I know what's in my best interest better than the government ever could. If anything, I think the government would quite readily screw me over if it thought that was in it's own best interest.

Don't you understand how foolish this sounds? You've basically put yourself in between a rock and a hard place. You're either claiming that A) You're smarter than a collection of the most intelligent and cunning people in your nation, working full-time for the betterment of your entire nation which you are a part of (and in doing so you commit the fallacy of arrogance) or B) You intend to do what's best for yourself regardless of how if affects other people (and in doing so blatantly disregard the laws ans social norms of your nation for brutish self-interest).

So, if you are smarter than the entirety of the US government, and believe you know how to improve life for your nation better than they do, you should run for office, and get taken down a notch.

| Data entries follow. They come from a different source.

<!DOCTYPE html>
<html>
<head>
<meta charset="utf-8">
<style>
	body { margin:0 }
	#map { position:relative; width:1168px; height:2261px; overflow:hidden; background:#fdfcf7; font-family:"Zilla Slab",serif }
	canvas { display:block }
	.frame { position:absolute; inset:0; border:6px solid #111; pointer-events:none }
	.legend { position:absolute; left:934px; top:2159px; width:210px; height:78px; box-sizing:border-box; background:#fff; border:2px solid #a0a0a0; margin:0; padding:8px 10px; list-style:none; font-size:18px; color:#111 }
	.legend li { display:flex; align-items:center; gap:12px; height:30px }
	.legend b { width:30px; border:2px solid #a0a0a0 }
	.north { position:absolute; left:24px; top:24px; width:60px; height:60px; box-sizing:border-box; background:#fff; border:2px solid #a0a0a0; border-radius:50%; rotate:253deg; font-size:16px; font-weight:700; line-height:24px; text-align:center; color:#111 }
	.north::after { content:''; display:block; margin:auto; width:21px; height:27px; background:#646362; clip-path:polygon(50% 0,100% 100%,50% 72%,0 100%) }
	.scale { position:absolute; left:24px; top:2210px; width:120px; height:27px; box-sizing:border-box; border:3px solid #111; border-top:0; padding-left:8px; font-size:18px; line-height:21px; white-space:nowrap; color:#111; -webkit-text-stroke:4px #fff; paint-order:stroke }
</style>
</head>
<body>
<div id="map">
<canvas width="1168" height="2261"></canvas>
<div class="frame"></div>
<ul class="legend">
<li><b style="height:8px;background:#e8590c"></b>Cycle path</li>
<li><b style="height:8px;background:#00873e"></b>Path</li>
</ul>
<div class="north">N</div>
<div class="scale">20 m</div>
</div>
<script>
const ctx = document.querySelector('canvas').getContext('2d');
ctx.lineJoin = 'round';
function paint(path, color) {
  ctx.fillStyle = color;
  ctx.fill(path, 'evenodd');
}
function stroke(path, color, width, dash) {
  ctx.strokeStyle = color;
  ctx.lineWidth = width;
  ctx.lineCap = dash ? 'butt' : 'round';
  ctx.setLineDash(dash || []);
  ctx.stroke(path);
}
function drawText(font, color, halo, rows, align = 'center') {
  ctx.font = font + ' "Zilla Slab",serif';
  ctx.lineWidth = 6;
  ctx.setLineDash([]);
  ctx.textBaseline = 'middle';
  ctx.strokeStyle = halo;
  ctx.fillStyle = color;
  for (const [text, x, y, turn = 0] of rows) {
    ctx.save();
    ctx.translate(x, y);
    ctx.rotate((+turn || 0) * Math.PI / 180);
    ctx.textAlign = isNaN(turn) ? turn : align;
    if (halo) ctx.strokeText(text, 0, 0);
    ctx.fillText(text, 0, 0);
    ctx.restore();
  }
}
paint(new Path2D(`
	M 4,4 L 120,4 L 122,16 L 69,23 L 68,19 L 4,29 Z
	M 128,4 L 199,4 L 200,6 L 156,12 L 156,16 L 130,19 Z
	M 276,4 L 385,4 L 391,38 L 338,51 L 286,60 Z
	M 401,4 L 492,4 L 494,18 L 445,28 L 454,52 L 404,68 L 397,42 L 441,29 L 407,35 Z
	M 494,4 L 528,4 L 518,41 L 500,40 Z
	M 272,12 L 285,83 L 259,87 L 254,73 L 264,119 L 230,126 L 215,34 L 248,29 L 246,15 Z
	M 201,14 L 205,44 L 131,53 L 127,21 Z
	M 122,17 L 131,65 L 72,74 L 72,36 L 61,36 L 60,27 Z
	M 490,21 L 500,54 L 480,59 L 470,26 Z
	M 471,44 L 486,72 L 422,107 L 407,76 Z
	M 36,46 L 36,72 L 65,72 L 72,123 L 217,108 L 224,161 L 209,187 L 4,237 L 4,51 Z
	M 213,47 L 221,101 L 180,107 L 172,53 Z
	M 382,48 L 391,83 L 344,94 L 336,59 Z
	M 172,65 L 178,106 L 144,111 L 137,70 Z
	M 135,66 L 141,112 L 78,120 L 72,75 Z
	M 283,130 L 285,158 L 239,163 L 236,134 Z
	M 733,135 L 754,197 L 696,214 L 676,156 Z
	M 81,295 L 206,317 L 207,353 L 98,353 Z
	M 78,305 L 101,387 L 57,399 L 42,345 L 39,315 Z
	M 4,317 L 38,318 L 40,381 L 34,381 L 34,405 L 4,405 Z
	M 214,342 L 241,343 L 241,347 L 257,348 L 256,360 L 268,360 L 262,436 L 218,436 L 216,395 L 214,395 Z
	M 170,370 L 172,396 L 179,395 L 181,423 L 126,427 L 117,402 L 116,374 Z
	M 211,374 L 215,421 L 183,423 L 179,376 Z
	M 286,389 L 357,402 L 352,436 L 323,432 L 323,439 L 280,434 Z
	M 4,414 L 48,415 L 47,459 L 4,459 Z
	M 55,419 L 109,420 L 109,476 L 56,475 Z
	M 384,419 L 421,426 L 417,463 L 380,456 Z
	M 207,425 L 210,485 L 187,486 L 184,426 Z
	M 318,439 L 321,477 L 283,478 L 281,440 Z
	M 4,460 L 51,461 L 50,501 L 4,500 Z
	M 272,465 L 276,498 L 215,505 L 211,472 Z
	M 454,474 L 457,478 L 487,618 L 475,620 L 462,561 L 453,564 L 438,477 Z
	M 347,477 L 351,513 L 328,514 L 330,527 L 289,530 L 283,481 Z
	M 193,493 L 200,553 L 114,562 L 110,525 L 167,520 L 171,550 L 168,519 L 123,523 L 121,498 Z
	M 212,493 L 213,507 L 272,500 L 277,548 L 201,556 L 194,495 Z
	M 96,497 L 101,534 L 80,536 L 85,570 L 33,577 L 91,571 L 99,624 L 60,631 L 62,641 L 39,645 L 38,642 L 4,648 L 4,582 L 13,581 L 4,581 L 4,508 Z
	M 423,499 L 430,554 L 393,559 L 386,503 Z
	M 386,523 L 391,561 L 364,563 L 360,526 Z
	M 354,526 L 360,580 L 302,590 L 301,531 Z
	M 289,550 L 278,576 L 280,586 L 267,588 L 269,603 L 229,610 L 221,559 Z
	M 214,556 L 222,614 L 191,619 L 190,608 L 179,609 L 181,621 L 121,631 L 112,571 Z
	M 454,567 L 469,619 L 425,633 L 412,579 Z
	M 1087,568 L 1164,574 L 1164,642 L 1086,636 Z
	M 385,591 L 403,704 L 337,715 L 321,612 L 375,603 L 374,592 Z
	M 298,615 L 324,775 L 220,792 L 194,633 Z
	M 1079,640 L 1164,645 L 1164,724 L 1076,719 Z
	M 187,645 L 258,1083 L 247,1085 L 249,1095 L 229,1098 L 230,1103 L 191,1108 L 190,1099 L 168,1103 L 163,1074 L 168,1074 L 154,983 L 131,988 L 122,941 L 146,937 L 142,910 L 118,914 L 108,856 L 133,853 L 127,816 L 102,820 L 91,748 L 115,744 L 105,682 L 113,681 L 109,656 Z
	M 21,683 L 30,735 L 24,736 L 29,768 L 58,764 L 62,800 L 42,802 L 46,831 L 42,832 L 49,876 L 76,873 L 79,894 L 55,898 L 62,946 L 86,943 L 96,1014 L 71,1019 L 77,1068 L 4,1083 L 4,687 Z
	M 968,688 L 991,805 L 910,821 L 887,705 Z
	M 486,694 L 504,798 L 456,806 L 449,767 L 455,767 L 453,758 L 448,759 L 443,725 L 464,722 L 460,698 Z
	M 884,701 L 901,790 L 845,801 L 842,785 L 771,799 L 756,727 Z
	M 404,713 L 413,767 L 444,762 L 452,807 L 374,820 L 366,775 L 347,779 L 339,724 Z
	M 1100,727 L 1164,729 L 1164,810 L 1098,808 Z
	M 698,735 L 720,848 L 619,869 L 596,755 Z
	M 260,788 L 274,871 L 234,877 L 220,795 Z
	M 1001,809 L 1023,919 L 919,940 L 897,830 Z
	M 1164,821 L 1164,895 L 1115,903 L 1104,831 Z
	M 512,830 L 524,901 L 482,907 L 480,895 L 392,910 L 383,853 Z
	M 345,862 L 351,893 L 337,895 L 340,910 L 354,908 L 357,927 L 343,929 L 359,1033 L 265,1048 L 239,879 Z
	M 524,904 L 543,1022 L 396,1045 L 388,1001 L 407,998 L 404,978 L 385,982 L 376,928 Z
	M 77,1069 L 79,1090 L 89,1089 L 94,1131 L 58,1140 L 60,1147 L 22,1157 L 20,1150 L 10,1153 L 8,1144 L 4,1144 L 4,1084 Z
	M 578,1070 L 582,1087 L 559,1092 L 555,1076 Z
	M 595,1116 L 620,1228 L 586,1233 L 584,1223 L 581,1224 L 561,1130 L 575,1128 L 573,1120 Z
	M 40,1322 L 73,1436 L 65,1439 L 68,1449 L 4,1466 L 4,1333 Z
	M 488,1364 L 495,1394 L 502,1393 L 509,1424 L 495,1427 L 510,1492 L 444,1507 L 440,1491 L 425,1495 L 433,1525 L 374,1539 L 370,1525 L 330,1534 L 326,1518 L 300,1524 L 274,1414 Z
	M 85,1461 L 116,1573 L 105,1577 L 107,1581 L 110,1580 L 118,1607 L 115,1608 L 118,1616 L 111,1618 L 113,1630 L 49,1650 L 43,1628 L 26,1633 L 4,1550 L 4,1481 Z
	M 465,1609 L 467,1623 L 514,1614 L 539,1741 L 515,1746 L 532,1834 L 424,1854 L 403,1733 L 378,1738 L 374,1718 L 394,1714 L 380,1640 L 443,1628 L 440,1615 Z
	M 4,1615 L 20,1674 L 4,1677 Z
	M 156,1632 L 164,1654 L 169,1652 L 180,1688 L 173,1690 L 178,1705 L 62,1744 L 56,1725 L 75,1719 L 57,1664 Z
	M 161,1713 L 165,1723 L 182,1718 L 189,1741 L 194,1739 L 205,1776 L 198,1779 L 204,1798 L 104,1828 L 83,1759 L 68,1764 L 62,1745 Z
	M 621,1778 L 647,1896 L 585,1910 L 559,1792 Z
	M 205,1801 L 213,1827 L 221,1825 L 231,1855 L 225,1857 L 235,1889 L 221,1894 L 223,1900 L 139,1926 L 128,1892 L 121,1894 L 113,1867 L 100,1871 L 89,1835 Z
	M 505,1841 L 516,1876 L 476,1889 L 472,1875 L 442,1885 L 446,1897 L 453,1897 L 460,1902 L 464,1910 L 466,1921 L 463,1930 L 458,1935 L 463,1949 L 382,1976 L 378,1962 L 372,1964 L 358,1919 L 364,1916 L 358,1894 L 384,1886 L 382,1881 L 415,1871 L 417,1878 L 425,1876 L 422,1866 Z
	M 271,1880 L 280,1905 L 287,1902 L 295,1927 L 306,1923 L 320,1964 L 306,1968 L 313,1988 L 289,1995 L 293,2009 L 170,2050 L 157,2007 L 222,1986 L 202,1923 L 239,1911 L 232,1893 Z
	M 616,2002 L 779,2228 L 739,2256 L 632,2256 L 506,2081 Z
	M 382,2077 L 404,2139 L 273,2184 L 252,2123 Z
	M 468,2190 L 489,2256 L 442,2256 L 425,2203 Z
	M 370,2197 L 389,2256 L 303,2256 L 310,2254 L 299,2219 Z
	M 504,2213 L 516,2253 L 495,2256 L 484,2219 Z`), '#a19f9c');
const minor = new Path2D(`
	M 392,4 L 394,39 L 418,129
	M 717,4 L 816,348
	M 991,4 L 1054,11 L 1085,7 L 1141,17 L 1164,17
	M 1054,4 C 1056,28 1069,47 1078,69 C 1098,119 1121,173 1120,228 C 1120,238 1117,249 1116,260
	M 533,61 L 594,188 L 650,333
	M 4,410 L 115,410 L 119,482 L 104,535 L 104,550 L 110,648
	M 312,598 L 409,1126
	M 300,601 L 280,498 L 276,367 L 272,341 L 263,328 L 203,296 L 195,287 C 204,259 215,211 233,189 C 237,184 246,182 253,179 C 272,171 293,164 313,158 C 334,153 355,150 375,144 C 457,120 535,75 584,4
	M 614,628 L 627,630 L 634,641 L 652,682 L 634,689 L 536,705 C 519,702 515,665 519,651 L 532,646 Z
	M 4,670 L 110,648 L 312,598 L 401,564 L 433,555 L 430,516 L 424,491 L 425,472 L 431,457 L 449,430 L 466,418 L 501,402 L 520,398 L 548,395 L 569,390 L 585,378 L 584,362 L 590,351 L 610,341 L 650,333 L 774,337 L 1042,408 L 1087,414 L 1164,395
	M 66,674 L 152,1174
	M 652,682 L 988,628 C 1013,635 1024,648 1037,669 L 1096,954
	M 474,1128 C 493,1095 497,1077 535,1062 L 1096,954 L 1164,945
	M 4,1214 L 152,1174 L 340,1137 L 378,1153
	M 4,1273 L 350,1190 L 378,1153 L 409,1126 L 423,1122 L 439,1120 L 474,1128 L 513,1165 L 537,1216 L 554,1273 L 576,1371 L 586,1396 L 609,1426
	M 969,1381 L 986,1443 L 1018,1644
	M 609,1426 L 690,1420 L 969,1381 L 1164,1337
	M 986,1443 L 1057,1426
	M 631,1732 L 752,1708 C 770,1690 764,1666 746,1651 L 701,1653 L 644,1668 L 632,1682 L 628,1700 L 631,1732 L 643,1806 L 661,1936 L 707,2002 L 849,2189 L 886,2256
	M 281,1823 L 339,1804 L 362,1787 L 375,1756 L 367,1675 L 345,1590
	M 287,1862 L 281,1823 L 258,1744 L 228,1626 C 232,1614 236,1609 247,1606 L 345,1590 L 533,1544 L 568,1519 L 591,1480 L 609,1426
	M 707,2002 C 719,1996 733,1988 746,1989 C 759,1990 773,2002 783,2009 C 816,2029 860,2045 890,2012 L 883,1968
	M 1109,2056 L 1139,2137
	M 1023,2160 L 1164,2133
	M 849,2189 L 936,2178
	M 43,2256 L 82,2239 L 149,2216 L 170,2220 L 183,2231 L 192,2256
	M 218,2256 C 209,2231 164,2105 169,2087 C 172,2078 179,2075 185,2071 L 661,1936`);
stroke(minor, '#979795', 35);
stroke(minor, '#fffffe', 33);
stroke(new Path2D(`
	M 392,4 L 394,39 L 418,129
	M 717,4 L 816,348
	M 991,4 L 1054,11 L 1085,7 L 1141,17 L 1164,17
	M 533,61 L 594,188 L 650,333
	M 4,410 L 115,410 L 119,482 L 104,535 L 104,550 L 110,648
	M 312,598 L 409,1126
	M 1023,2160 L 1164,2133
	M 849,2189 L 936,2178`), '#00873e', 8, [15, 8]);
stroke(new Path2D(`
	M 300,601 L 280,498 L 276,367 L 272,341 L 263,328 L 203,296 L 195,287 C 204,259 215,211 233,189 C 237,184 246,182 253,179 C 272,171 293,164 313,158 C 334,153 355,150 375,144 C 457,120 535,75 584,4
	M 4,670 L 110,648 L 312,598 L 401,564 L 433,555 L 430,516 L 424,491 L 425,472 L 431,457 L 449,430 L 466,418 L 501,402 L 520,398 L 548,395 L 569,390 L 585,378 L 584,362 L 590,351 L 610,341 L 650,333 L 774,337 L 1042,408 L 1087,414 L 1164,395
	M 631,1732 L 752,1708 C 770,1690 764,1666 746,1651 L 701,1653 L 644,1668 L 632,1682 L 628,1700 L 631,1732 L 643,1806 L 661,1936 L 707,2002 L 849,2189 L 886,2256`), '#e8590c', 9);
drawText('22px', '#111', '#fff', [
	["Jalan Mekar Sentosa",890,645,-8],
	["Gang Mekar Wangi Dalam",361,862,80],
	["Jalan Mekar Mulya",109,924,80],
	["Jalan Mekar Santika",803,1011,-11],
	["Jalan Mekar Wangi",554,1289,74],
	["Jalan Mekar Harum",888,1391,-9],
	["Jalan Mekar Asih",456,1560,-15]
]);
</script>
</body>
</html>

Or, if you chose the other path, and intend to claim that everyone else isn't your problem, and all you want is to help yourself, you should leave the US and go to a Third World nation where the government won't bother you because they really ARE too incompetent to solve anything.


The choice is yours.

Or he could simply mean that he knows whats better for himself than what someone 100+ miles away that has never even met him does. And since they don't know him they could easily screw him over.

How is that so hard to understand?

Politicians like to make law on statistics. (namely statistic that come from popularity polls imo, you know the kind..the ones that say Person X is more popular than Person Y.) The thing about statistics is that they are NEVER EVER 100%. That is bound to mean that someone somewhere is going to get screwed by thier policy making.